* Task instructions: The data should be printed again, exactly.
━━━
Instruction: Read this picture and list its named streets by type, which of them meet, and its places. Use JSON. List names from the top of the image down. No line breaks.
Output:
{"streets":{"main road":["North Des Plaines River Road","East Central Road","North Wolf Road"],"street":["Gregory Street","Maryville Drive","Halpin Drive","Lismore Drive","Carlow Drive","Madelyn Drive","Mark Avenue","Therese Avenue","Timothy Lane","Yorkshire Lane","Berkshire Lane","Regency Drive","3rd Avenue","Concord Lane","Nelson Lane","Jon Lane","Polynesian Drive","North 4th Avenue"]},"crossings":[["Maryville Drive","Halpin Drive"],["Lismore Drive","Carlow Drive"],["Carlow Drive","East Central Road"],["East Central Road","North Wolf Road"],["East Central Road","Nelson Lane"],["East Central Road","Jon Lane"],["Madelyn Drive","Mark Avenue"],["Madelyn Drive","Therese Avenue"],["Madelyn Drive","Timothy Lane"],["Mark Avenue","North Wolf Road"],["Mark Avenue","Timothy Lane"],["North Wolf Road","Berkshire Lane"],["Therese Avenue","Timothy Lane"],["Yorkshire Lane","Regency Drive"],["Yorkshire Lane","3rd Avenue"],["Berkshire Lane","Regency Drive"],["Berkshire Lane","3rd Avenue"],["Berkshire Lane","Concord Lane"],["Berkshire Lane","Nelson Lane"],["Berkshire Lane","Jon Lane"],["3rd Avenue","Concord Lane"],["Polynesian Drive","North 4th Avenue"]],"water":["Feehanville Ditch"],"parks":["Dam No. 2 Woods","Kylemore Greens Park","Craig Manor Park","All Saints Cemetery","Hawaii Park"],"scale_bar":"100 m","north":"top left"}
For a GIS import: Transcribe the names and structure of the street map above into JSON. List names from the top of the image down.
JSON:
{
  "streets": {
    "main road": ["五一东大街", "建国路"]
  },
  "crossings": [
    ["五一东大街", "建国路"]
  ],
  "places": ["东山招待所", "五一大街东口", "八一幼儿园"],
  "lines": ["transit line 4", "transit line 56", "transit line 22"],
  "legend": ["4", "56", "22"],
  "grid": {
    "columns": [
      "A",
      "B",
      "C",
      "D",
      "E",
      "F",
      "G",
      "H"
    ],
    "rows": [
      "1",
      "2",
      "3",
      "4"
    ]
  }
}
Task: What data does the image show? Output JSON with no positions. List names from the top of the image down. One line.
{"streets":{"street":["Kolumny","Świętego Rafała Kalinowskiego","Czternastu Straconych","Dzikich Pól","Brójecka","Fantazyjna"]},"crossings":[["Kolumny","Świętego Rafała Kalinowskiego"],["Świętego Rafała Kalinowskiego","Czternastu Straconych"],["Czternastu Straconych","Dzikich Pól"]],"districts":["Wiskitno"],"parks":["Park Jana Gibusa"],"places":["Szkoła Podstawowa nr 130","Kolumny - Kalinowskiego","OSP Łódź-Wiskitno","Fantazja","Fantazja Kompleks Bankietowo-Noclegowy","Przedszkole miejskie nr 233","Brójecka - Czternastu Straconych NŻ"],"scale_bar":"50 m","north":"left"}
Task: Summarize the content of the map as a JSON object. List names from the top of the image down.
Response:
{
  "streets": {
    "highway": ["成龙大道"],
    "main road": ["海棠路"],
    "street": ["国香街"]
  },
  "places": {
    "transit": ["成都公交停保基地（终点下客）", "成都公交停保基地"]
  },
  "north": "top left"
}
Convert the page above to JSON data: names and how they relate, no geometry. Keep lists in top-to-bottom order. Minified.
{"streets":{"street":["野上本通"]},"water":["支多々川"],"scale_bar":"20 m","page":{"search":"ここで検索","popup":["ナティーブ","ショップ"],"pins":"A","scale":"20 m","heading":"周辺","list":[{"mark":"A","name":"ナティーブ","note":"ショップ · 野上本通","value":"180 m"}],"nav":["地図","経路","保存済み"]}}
━━━
* Answer:
Instruction: Read this picture and list its named streets by type, which of them meet, and its places. Use JSON. List names from the top of the image down. No line breaks.
Output:
{"streets":{"main road":["North Des Plaines River Road","East Central Road","North Wolf Road"],"street":["Gregory Street","Maryville Drive","Halpin Drive","Lismore Drive","Carlow Drive","Madelyn Drive","Mark Avenue","Therese Avenue","Timothy Lane","Yorkshire Lane","Berkshire Lane","Regency Drive","3rd Avenue","Concord Lane","Nelson Lane","Jon Lane","Polynesian Drive","North 4th Avenue"]},"crossings":[["Maryville Drive","Halpin Drive"],["Lismore Drive","Carlow Drive"],["Carlow Drive","East Central Road"],["East Central Road","North Wolf Road"],["East Central Road","Nelson Lane"],["East Central Road","Jon Lane"],["Madelyn Drive","Mark Avenue"],["Madelyn Drive","Therese Avenue"],["Madelyn Drive","Timothy Lane"],["Mark Avenue","North Wolf Road"],["Mark Avenue","Timothy Lane"],["North Wolf Road","Berkshire Lane"],["Therese Avenue","Timothy Lane"],["Yorkshire Lane","Regency Drive"],["Yorkshire Lane","3rd Avenue"],["Berkshire Lane","Regency Drive"],["Berkshire Lane","3rd Avenue"],["Berkshire Lane","Concord Lane"],["Berkshire Lane","Nelson Lane"],["Berkshire Lane","Jon Lane"],["3rd Avenue","Concord Lane"],["Polynesian Drive","North 4th Avenue"]],"water":["Feehanville Ditch"],"parks":["Dam No. 2 Woods","Kylemore Greens Park","Craig Manor Park","All Saints Cemetery","Hawaii Park"],"scale_bar":"100 m","north":"top left"}
For a GIS import: Transcribe the names and structure of the street map above into JSON. List names from the top of the image down.
JSON:
{
  "streets": {
    "main road": ["五一东大街", "建国路"]
  },
  "crossings": [
    ["五一东大街", "建国路"]
  ],
  "places": ["东山招待所", "五一大街东口", "八一幼儿园"],
  "lines": ["transit line 4", "transit line 56", "transit line 22"],
  "legend": ["4", "56", "22"],
  "grid": {
    "columns": [
      "A",
      "B",
      "C",
      "D",
      "E",
      "F",
      "G",
      "H"
    ],
    "rows": [
      "1",
      "2",
      "3",
      "4"
    ]
  }
}
Task: What data does the image show? Output JSON with no positions. List names from the top of the image down. One line.
{"streets":{"street":["Kolumny","Świętego Rafała Kalinowskiego","Czternastu Straconych","Dzikich Pól","Brójecka","Fantazyjna"]},"crossings":[["Kolumny","Świętego Rafała Kalinowskiego"],["Świętego Rafała Kalinowskiego","Czternastu Straconych"],["Czternastu Straconych","Dzikich Pól"]],"districts":["Wiskitno"],"parks":["Park Jana Gibusa"],"places":["Szkoła Podstawowa nr 130","Kolumny - Kalinowskiego","OSP Łódź-Wiskitno","Fantazja","Fantazja Kompleks Bankietowo-Noclegowy","Przedszkole miejskie nr 233","Brójecka - Czternastu Straconych NŻ"],"scale_bar":"50 m","north":"left"}
Task: Summarize the content of the map as a JSON object. List names from the top of the image down.
Response:
{
  "streets": {
    "highway": ["成龙大道"],
    "main road": ["海棠路"],
    "street": ["国香街"]
  },
  "places": {
    "transit": ["成都公交停保基地（终点下客）", "成都公交停保基地"]
  },
  "north": "top left"
}
Convert the page above to JSON data: names and how they relate, no geometry. Keep lists in top-to-bottom order. Minified.
{"streets":{"street":["野上本通"]},"water":["支多々川"],"scale_bar":"20 m","page":{"search":"ここで検索","popup":["ナティーブ","ショップ"],"pins":"A","scale":"20 m","heading":"周辺","list":[{"mark":"A","name":"ナティーブ","note":"ショップ · 野上本通","value":"180 m"}],"nav":["地図","経路","保存済み"]}}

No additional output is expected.